## WHAT TO WORK ON
What is the number of lines in this data that contain the word "played"? Give the number alone.
Start of Block
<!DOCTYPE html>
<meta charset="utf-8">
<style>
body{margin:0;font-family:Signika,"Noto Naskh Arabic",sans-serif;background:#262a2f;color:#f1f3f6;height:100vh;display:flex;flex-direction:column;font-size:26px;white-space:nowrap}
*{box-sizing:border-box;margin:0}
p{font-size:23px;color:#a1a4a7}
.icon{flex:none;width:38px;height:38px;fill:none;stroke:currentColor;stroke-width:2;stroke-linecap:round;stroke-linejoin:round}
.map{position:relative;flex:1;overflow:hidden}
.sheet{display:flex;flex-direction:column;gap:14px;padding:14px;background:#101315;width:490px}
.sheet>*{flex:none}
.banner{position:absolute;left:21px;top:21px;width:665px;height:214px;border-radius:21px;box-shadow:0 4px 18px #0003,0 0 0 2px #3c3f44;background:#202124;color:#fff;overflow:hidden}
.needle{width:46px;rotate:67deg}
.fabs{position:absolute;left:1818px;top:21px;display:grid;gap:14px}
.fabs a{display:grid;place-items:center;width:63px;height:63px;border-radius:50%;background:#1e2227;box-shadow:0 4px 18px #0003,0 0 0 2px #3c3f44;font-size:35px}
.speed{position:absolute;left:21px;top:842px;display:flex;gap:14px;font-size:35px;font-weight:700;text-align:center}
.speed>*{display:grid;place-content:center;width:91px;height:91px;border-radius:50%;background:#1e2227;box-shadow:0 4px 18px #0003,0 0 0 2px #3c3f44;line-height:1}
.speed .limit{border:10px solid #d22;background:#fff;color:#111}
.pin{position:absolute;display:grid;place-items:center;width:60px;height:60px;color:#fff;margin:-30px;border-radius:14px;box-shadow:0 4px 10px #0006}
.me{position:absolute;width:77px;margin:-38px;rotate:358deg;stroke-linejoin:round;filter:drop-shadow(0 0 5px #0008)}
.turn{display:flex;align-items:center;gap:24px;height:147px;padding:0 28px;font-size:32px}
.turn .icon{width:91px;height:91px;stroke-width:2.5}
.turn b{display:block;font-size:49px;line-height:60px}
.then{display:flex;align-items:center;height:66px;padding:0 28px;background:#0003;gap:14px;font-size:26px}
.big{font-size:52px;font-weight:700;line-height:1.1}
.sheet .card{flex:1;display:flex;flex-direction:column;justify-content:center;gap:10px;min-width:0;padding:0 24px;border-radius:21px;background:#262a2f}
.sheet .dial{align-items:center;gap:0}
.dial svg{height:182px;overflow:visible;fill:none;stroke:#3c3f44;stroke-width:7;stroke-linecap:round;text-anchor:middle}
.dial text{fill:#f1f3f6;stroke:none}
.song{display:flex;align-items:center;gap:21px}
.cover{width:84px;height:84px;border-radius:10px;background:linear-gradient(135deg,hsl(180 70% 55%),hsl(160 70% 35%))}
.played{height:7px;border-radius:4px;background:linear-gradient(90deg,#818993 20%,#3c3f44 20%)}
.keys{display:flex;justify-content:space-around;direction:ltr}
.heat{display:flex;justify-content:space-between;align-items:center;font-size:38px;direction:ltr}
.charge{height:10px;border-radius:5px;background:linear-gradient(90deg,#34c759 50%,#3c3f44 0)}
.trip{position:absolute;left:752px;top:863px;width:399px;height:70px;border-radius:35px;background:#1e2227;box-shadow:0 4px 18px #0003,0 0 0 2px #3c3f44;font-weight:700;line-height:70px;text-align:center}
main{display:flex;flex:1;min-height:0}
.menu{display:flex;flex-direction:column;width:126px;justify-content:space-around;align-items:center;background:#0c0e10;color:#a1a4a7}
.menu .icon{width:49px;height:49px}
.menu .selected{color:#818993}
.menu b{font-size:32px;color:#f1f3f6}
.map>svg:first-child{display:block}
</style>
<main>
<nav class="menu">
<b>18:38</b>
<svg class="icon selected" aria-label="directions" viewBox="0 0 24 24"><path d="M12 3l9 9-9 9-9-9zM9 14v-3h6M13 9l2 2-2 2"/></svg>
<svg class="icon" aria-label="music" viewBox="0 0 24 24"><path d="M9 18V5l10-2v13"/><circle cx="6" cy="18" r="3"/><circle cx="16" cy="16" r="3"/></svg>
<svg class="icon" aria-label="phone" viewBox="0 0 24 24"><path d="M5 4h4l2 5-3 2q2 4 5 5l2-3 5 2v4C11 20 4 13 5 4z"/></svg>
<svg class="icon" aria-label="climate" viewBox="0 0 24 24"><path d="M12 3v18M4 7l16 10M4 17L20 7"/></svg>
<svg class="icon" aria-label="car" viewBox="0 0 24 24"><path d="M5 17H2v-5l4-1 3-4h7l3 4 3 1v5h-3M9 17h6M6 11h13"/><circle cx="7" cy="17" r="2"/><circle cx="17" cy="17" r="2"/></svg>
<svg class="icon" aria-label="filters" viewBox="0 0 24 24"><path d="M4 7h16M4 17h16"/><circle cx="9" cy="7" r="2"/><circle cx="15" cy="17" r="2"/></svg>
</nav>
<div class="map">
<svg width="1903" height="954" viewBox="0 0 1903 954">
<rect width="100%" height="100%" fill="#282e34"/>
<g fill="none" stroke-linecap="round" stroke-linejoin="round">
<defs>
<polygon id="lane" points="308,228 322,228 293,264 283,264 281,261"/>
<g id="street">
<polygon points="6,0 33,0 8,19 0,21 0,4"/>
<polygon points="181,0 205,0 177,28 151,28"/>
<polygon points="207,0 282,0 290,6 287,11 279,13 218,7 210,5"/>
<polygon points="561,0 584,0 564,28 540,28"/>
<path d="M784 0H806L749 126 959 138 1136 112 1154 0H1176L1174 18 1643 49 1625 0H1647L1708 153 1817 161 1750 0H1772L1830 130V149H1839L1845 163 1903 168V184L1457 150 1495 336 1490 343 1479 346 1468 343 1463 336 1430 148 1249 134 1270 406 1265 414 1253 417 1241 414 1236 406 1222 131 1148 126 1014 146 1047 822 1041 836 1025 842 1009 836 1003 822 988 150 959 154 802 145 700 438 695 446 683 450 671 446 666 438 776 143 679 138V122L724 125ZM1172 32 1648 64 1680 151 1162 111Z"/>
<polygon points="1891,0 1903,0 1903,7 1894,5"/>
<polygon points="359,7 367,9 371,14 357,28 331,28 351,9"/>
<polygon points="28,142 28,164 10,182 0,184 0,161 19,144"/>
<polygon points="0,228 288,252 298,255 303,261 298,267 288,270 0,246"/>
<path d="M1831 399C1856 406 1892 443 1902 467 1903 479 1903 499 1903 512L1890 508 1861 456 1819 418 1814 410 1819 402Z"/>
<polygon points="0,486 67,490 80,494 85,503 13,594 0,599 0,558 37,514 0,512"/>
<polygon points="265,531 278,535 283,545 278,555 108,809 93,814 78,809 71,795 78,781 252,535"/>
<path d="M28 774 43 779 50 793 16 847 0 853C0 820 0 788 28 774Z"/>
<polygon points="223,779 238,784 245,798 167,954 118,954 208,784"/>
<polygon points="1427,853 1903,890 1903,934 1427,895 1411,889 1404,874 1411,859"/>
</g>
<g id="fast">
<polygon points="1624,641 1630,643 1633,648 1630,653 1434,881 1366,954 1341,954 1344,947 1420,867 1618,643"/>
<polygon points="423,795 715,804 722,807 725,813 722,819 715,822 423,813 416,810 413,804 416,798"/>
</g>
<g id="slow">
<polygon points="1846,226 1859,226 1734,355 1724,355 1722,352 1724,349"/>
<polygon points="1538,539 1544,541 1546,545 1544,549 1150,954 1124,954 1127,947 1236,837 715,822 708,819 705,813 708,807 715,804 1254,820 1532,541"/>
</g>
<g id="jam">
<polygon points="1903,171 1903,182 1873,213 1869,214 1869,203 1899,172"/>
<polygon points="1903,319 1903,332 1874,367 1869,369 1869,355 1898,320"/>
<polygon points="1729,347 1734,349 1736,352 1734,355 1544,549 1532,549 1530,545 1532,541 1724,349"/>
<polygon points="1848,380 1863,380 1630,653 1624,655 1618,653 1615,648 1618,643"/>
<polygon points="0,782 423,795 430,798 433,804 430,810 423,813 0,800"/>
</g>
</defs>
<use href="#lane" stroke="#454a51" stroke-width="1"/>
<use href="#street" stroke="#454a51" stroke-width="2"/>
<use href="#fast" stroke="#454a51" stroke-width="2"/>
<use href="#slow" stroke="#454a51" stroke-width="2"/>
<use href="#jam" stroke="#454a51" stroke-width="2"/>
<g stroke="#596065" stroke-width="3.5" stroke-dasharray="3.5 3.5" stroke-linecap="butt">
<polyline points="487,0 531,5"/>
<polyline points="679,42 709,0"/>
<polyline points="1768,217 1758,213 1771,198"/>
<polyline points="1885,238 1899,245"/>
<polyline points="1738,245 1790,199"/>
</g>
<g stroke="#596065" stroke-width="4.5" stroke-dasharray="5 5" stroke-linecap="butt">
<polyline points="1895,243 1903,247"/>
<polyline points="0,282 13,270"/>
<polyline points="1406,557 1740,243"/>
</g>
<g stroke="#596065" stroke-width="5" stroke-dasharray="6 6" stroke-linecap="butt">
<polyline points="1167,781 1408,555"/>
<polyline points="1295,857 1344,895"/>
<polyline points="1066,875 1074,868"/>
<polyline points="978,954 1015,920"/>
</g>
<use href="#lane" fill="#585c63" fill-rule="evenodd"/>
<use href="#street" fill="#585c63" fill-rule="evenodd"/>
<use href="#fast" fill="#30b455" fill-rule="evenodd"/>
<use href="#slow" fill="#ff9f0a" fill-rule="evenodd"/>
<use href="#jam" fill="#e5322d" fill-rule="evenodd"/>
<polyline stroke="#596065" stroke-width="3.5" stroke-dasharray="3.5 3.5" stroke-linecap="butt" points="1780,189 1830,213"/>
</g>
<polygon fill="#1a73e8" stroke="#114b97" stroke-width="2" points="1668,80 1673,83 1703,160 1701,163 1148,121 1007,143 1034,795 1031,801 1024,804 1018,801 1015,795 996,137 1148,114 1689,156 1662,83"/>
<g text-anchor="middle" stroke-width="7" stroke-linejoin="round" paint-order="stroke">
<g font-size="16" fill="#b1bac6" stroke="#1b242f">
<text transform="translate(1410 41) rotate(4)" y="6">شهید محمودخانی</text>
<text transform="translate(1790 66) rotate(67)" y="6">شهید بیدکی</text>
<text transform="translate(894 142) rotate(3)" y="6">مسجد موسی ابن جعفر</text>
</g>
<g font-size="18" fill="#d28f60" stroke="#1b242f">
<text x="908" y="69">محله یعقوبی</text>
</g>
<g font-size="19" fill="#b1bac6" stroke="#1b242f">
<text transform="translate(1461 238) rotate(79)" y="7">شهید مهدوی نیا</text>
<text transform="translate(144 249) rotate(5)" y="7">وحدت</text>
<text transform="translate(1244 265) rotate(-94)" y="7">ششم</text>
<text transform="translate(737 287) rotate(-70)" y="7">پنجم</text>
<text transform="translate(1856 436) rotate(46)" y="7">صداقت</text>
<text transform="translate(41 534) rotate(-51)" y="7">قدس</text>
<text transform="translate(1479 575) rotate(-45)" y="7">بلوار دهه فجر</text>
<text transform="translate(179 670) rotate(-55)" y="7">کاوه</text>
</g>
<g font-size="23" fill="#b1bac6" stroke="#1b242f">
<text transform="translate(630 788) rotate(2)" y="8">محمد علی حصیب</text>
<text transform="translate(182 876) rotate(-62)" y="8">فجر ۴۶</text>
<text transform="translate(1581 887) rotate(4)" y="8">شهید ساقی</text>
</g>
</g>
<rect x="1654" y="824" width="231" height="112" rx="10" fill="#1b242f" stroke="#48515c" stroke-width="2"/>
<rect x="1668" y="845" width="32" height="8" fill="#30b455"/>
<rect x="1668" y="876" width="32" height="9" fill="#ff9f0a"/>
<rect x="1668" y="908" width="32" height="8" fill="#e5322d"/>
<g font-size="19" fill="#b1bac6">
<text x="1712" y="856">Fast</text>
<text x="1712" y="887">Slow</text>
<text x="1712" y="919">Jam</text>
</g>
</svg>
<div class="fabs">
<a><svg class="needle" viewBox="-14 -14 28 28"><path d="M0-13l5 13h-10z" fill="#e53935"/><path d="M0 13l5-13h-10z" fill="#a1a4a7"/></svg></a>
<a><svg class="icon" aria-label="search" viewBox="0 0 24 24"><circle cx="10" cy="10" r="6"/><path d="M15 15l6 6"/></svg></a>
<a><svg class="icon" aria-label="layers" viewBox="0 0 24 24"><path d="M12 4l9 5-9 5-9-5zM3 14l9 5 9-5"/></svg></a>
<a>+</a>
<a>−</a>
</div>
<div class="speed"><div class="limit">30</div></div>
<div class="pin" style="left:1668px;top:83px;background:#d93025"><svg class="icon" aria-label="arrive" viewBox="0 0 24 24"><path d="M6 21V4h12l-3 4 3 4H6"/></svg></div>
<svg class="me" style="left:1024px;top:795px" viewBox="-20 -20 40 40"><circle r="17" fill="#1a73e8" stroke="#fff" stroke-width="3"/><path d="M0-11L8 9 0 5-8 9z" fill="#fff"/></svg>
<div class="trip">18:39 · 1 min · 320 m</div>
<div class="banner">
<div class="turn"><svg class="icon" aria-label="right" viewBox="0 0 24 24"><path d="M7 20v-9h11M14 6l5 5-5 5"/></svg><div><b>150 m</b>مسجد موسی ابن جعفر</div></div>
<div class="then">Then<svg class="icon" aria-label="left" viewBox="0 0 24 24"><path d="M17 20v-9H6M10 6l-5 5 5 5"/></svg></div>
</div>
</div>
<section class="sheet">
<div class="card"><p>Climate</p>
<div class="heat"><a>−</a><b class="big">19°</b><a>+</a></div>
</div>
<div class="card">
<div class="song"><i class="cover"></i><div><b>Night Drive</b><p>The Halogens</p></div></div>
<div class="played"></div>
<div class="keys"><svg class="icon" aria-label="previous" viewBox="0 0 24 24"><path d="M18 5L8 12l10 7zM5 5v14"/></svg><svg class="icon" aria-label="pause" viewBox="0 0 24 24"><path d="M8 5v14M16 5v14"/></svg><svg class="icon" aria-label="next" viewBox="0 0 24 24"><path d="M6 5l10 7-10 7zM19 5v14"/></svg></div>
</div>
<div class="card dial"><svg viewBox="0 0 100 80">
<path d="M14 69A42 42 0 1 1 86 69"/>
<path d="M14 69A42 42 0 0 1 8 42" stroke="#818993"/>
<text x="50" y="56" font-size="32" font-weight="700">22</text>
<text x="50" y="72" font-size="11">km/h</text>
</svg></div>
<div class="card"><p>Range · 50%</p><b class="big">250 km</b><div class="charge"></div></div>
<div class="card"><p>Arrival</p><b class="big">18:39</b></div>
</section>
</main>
End of Block
## SOLUTION TO THIS EXERCISE
2